When a troll tries to lure me into a pointless debate, I ignore it. Trolls don’t know me, they just like to think they do. Dimwitted trolls aren’t producers, they are moochers. They live off others, and think they are somehow better. Trolls need to be put in check. If you see one, call them a troll. We know they are up to no good, and don’t belong in our society.

Another good tactic when dealing with annoying trolls is to just walk away. They can’t keep up with real, useful people. Step away from the drama. Trolls are weak. They break easily, so avoid physical confrontation. You don’t want to pick up any of their diseases, or bad vibes either.

When dealing with trolls online, just know they don’t know you. They can jibber jabber all day, but nobody listens to little people. I block trolls every chance I get. Their feedback and words are worthless, and untrue. Never listen to a troll, just laugh at their blatant ignorance. Block, unfriend, and unfollow trolls ASAP.

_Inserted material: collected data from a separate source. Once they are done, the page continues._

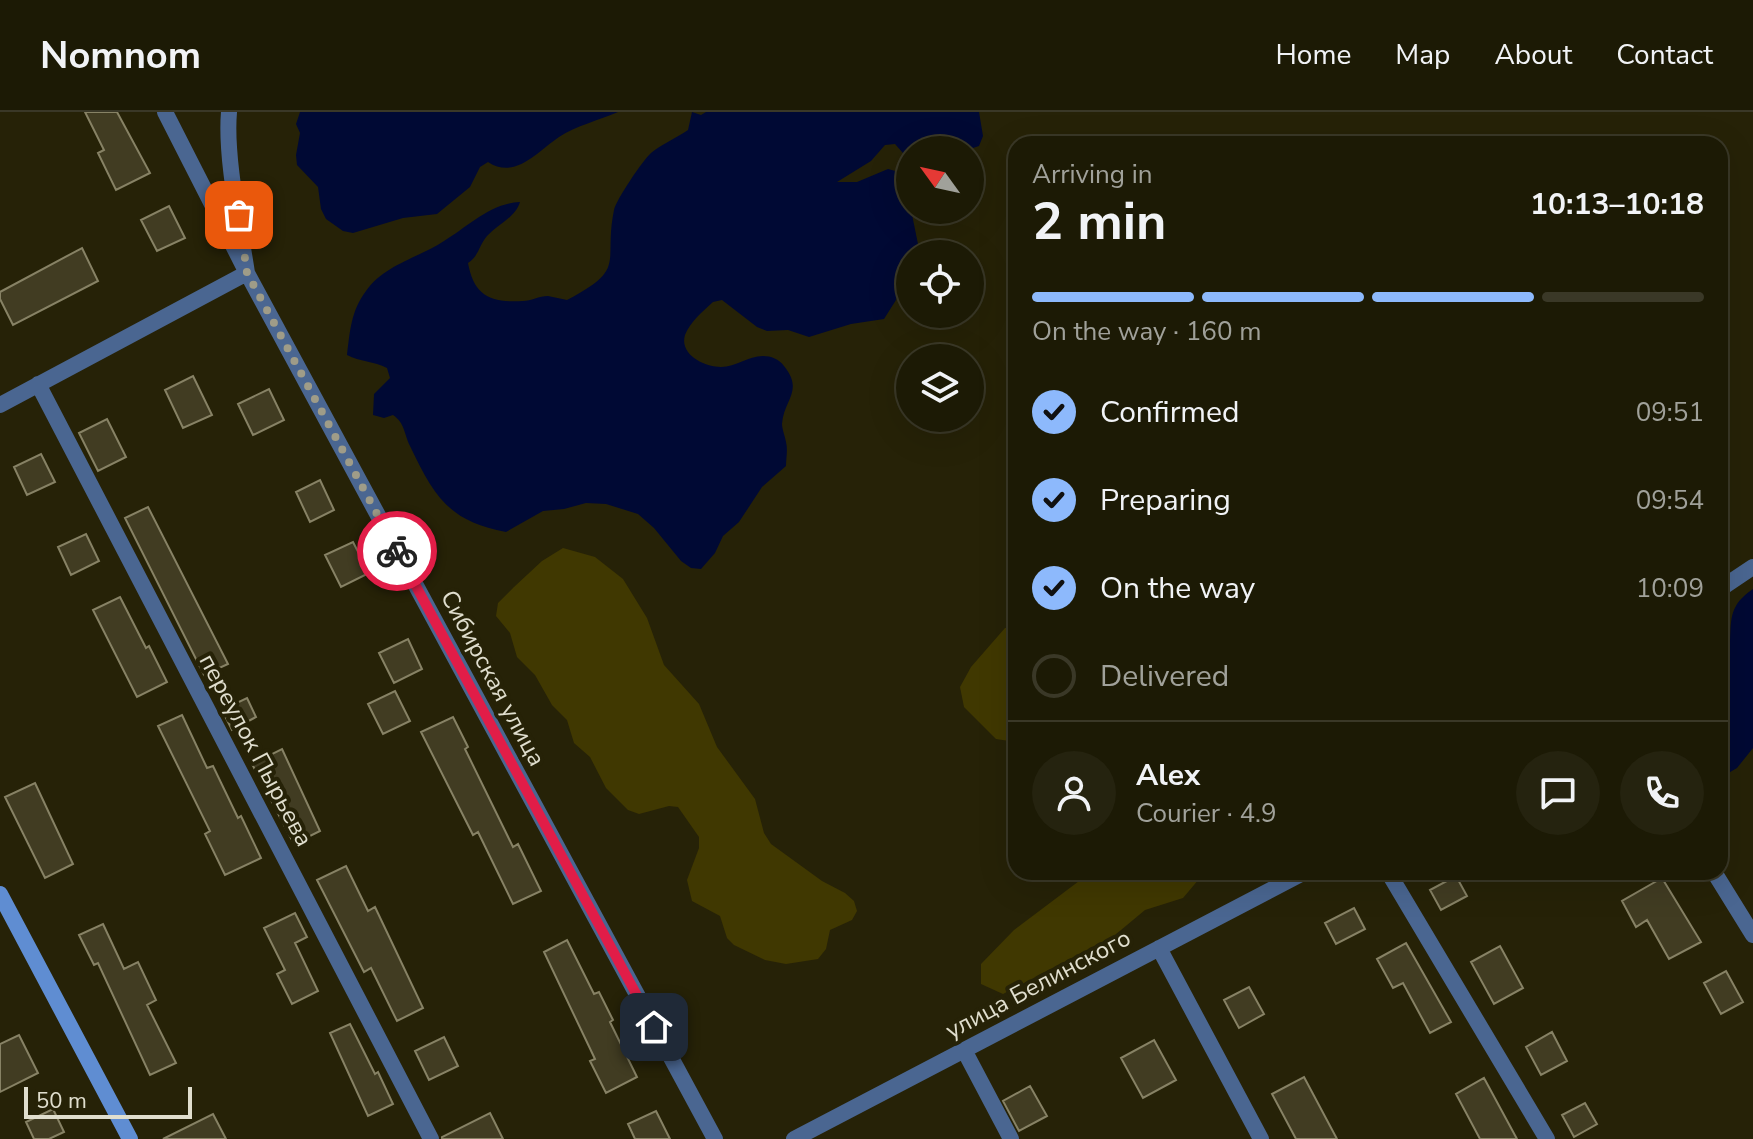 <!DOCTYPE html>
<meta charset="utf-8">
<style>
body{margin:0;font-family:"Nunito Sans",sans-serif;background:#25230f;color:#f1f3f6;height:100vh;display:flex;flex-direction:column;font-size:30px;white-space:nowrap}
*{box-sizing:border-box;margin:0}
p{font-size:26px;color:#a0a19a}
.icon{flex:none;width:44px;height:44px;fill:none;stroke:currentColor;stroke-width:2;stroke-linecap:round;stroke-linejoin:round}
.map{position:relative;flex:1;overflow:hidden}
.details{position:absolute;left:1008px;top:24px;width:720px;height:744px;display:flex;flex-direction:column;background:#1c1a05;border-radius:24px;box-shadow:0 8px 32px #0002,0 0 0 2px #3a3827}
.details>*{flex:none}
.needle{width:52px;rotate:303deg}
.tools{position:absolute;left:896px;top:24px;display:grid;gap:16px}
.tools a{display:grid;place-items:center;width:88px;height:88px;border-radius:50%;background:#1c1a05;box-shadow:0 8px 32px #0002,0 0 0 2px #3a3827;font-size:40px}
.scale{position:absolute;left:24px;bottom:20px;width:168px;box-sizing:border-box;padding-left:8px;border:4px solid #e0dece;border-top:0;font-size:22px;line-height:28px;white-space:nowrap;color:#e0dece;-webkit-text-stroke:6px #262207;paint-order:stroke}
.pin{position:absolute;display:grid;place-items:center;width:68px;height:68px;color:#fff;margin:-34px;border-radius:16px;box-shadow:0 4px 12px #0006}
.courier{position:absolute;display:grid;place-items:center;width:80px;height:80px;margin:-40px;border:6px solid #e11d48;border-radius:50%;background:#fff;color:#222;box-shadow:0 2px 10px #0007}
.overview em{font-style:normal;font-weight:700}
.overview div{display:flex;flex-direction:column-reverse}
.overview{display:flex;align-items:center;justify-content:space-between;height:136px;padding:0 24px}
h1{font-size:52px;font-weight:700;line-height:60px}
.bar{display:grid;grid-template-columns:repeat(4,1fr);gap:12px 8px;align-content:center;height:96px;padding:0 24px}
.bar i{height:10px;border-radius:6px;background:#3a3827}
.bar .active{background:#8db9fc}
.bar p{grid-column:span 4}
.line{display:flex;align-items:center;gap:20px;padding:0 24px;border-top:2px solid #3a3827}
.line div{flex:1}
.round{display:grid;place-items:center;flex:none;width:84px;height:84px;border-radius:42px;background:#25230f}
ol{padding:0 24px;list-style:none}
li{display:flex;align-items:center;gap:24px;height:88px}
li p{margin-inline-start:auto}
li .icon{padding:8px;border-radius:50%;background:#8db9fc;color:#111;stroke-width:4}
li:last-child{color:#a0a19a}
li i{width:44px;height:44px;border:4px solid #3a3827;border-radius:50%}
header{display:flex;align-items:center;gap:48px;box-sizing:border-box;height:112px;padding:0 40px;background:#1c1a05;border-bottom:2px solid #3a3827}
header strong{font-size:38px}
nav{display:flex;gap:44px;margin-inline-start:auto;font-size:28px}
.map>svg:first-child{display:block}
.green{fill:#403801}
.water{fill:#000934}
.building{fill:#413c22;stroke:#878265;stroke-width:2}
.lines{fill:none;stroke-linecap:round;stroke-linejoin:round}
.street{stroke:#4a6691;stroke-width:16}
.secondary{stroke:#5f8dd2;stroke-width:16}
.done{stroke:#9f9c88;stroke-width:8;stroke-dasharray:0 14.4}
.route{stroke:#e11d48;stroke-width:10}
.labels{text-anchor:middle;dominant-baseline:central;stroke-width:8;stroke-linejoin:round;paint-order:stroke}
.street-label{font-size:24px;fill:#e0dece;stroke:#262207}
</style>
<header>
<strong>Nomnom</strong>
<nav><a>Home</a><a>Map</a><a>About</a><a>Contact</a></nav>
</header>
<div class="map">
<svg width="1753" height="1027" viewBox="0 0 1753 1027">
<rect width="100%" height="100%" fill="#262207"/>
<path class="green" d="M 563,436 L 595,445 L 623,467 L 647,506 L 664,553 L 699,592 L 717,635 L 755,687 L 764,721 L 771,732 L 822,769 L 845,781 L 854,789 L 857,799 L 852,808 L 830,818 L 826,837 L 818,847 L 786,852 L 765,848 L 734,833 L 727,826 L 720,804 L 692,789 L 687,768 L 699,736 L 699,725 L 678,695 L 669,694 L 639,702 L 628,698 L 606,676 L 590,645 L 574,631 L 567,608 L 552,593 L 535,563 L 517,545 L 510,521 L 496,504 L 498,491 L 514,475 L 542,449 Z
M 1005,516 L 1016,516 L 1016,630 L 996,627 L 964,595 L 960,575 L 971,555 Z
M 1091,760 L 1205,760 L 1183,786 L 1145,798 L 1115,823 L 1003,882 L 981,872 L 981,852 L 1014,818 Z"/>
<path class="water" d="M 300,0 L 618,0 C 599,8 576,14 559,25 C 537,40 515,68 488,50 L 480,55 L 470,75 L 437,102 L 403,106 L 353,121 L 343,119 L 326,107 L 321,97 L 318,75 L 297,53 L 296,43 L 300,21 L 296,12 Z
M 692,0 L 701,3 L 706,0 L 979,0 L 983,24 L 979,34 L 967,38 L 910,38 L 910,49 L 895,32 L 885,33 L 871,49 L 837,70 L 857,70 L 888,57 L 899,60 L 905,68 L 920,142 L 910,142 L 910,162 L 900,169 L 896,188 L 884,207 L 851,212 L 809,225 L 788,218 L 767,219 L 757,215 L 722,188 L 713,190 C 703,199 690,210 685,223 C 679,243 705,255 721,255 C 736,255 748,244 763,244 C 771,244 779,247 784,254 C 804,279 784,287 782,312 C 782,317 785,324 786,330 C 788,338 786,346 786,354 L 762,375 L 739,410 L 723,424 L 715,441 L 701,457 L 691,456 L 681,449 L 654,416 L 638,402 L 606,392 L 586,391 L 564,397 L 543,399 L 506,420 C 448,409 434,384 410,334 C 404,322 405,311 393,303 L 384,306 L 373,303 L 374,282 L 390,266 L 387,256 C 374,249 360,250 347,243 C 350,219 351,199 366,179 C 384,153 418,146 444,129 C 467,115 491,91 520,90 C 515,106 498,112 487,124 C 479,133 479,144 468,151 C 474,183 489,191 523,189 C 531,189 539,184 548,184 C 554,185 561,187 567,188 C 628,156 603,152 614,98 C 616,88 643,48 651,41 C 662,32 676,26 688,18 Z
M 1753,477 L 1753,636 L 1737,656 L 1720,666 L 1720,543 L 1730,533 C 1731,507 1729,493 1753,477 Z"/>
<path class="building" d="M 85,0 L 117,0 L 150,61 L 116,78 L 98,41 L 104,38 Z
M 169,94 L 185,126 L 157,139 L 141,108 Z
M 82,136 L 98,169 L 13,213 L 0,187 L 0,180 Z
M 193,264 L 212,303 L 183,316 L 165,278 Z
M 269,277 L 284,308 L 253,323 L 238,292 Z
M 107,307 L 126,345 L 98,359 L 79,321 Z
M 41,342 L 55,370 L 27,383 L 14,355 Z
M 320,368 L 334,398 L 310,410 L 296,380 Z
M 148,395 L 228,552 L 204,563 L 125,406 Z
M 86,422 L 99,449 L 71,463 L 58,435 Z
M 353,430 L 369,461 L 341,475 L 325,443 Z
M 120,485 L 146,536 L 149,534 L 167,570 L 137,585 L 93,498 Z
M 408,527 L 422,557 L 394,571 L 379,541 Z
M 395,579 L 410,609 L 383,622 L 368,592 Z
M 247,586 L 256,605 L 232,618 L 222,598 Z
M 182,603 L 207,656 L 213,654 L 238,706 L 241,704 L 261,746 L 225,763 L 205,722 L 210,719 L 158,614 Z
M 453,605 L 468,635 L 465,637 L 513,735 L 518,732 L 541,779 L 513,792 L 478,720 L 473,723 L 421,620 Z
M 282,637 L 320,719 L 294,732 L 252,652 Z
M 35,671 L 73,752 L 45,766 L 5,685 Z
M 346,754 L 368,799 L 375,795 L 423,896 L 397,909 L 371,856 L 364,860 L 317,768 Z
M 1456,764 L 1467,784 L 1441,798 L 1430,778 Z
M 1662,766 L 1701,830 L 1669,847 L 1647,808 L 1636,815 L 1622,789 Z
M 1354,796 L 1365,817 L 1336,832 L 1325,811 Z
M 295,801 L 307,825 L 295,831 L 318,879 L 292,892 L 277,862 L 285,858 L 264,816 Z
M 103,812 L 124,857 L 138,850 L 156,888 L 147,893 L 176,951 L 150,963 L 98,851 L 94,853 L 79,823 Z
M 567,828 L 594,882 L 599,880 L 613,908 L 610,910 L 637,965 L 606,981 L 590,949 L 595,947 L 544,840 Z
M 1406,831 L 1451,910 L 1430,921 L 1403,871 L 1393,876 L 1377,847 Z
M 1500,834 L 1523,876 L 1494,892 L 1471,850 Z
M 1726,859 L 1743,890 L 1721,902 L 1704,871 Z
M 1249,875 L 1264,902 L 1239,916 L 1224,888 Z
M 350,912 L 375,962 L 378,960 L 393,992 L 368,1004 L 330,921 Z
M 1552,920 L 1567,949 L 1541,963 L 1526,935 Z
M 19,923 L 38,961 L 0,980 L 0,932 Z
M 444,925 L 458,954 L 429,968 L 415,939 Z
M 1154,928 L 1176,968 L 1143,986 L 1121,946 Z
M 1304,965 L 1337,1027 L 1296,1027 L 1272,982 Z
M 1484,966 L 1517,1027 L 1480,1027 L 1456,982 Z
M 1030,974 L 1047,1004 L 1019,1019 L 1003,989 Z
M 1585,991 L 1597,1012 L 1574,1025 L 1562,1003 Z
M 53,997 L 64,1020 L 49,1027 L 34,1027 L 26,1010 Z
M 656,999 L 670,1027 L 635,1027 L 628,1012 Z
M 490,1001 L 503,1027 L 442,1027 L 442,1025 Z
M 213,1002 L 226,1027 L 163,1027 Z"/>
<g class="lines">
<path class="street" d="M 165,0 L 247,161 L 715,1027
M 38,272 L 431,1027
M 0,293 L 247,161 C 240,114 225,45 229,0
M 1720,477 L 1753,455
M 1388,760 L 1547,1027
M 1714,760 L 1753,823
M 1159,836 L 1261,1027
M 964,938 L 1011,1027
M 794,1027 L 1305,760"/>
<path class="secondary" d="M 0,782 L 130,1027"/>
</g>
<g class="lines">
<path class="done" d="M 239,103 L 247,161 L 397,439"/>
<path class="route" d="M 397,439 L 654,915"/>
</g>
<g class="labels">
<g class="street-label">
<text transform="translate(493 566) rotate(62)">Сибирская улица</text>
<text transform="translate(256 638) rotate(62)">переулок Пырьева</text>
<text transform="translate(1038 872) rotate(-28)">улица Белинского</text>
</g>
</g>
</svg>
<div class="tools">
<a><svg class="needle" viewBox="-14 -14 28 28"><path d="M0-13l5 13h-10z" fill="#e53935"/><path d="M0 13l5-13h-10z" fill="#a0a19a"/></svg></a>
<a><svg class="icon" aria-label="locate" viewBox="0 0 24 24"><circle cx="12" cy="12" r="6"/><path d="M12 2v4M12 18v4M2 12h4M18 12h4"/></svg></a>
<a><svg class="icon" aria-label="layers" viewBox="0 0 24 24"><path d="M12 4l9 5-9 5-9-5zM3 14l9 5 9-5"/></svg></a>
</div>
<div class="scale">50 m</div>
<div class="pin" style="left:239px;top:103px;background:#ea580c"><svg class="icon" aria-label="bag" viewBox="0 0 24 24"><path d="M5 8h14l-1 12H6zM9 8a3 3 0 0 1 6 0"/></svg></div>
<div class="pin" style="left:654px;top:915px;background:#1f2937"><svg class="icon" aria-label="home" viewBox="0 0 24 24"><path d="M3 11l9-7 9 7M6 9v11h12V9"/></svg></div>
<div class="courier" style="left:397px;top:439px"><svg class="icon" aria-label="bike" viewBox="0 0 24 24"><circle cx="6" cy="16" r="4"/><circle cx="18" cy="16" r="4"/><path d="M6 16l4-8h5l3 8M10 8l3 8H6M13 5h3"/></svg></div>
<section class="details">
<div class="overview"><div><h1>2 min</h1><p>Arriving in</p></div><em>10:13–10:18</em></div>
<div class="bar"><i class="active"></i><i class="active"></i><i class="active"></i><i></i><p>On the way · 160 m</p></div>
<ol>
<li><svg class="icon" aria-label="check" viewBox="0 0 24 24"><path d="M5 12l5 5 9-10"/></svg>Confirmed<p>09:51</p></li>
<li><svg class="icon" aria-label="check" viewBox="0 0 24 24"><path d="M5 12l5 5 9-10"/></svg>Preparing<p>09:54</p></li>
<li><svg class="icon" aria-label="check" viewBox="0 0 24 24"><path d="M5 12l5 5 9-10"/></svg>On the way<p>10:09</p></li>
<li><i></i>Delivered</li>
</ol>
<div class="line" style="height:144px"><a class="round"><svg class="icon" aria-label="person" viewBox="0 0 24 24"><circle cx="12" cy="8" r="4"/><path d="M4 21q1-7 8-7t8 7"/></svg></a><div><b>Alex</b><p>Courier · 4.9</p></div><a class="round"><svg class="icon" aria-label="chat" viewBox="0 0 24 24"><path d="M4 5h16v11H9l-5 4z"/></svg></a><a class="round"><svg class="icon" aria-label="phone" viewBox="0 0 24 24"><path d="M5 4h4l2 5-3 2q2 4 5 5l2-3 5 2v4C11 20 4 13 5 4z"/></svg></a></div>
</section>
</div>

Don’t waste time or energy on trolls. When you recognize one, destroy it, or ignore it. They have no place. That’s the problem. Let them creep in the shadows, while free people play. To spot a troll, look for short, uncoordinated people in sports cars, with eyes that never shine. They are only harmful if you get to know them, so just stay away. Trolls are worthless. If you follow these Survival Bros tips you will be troll free, and much happier. Best wishes.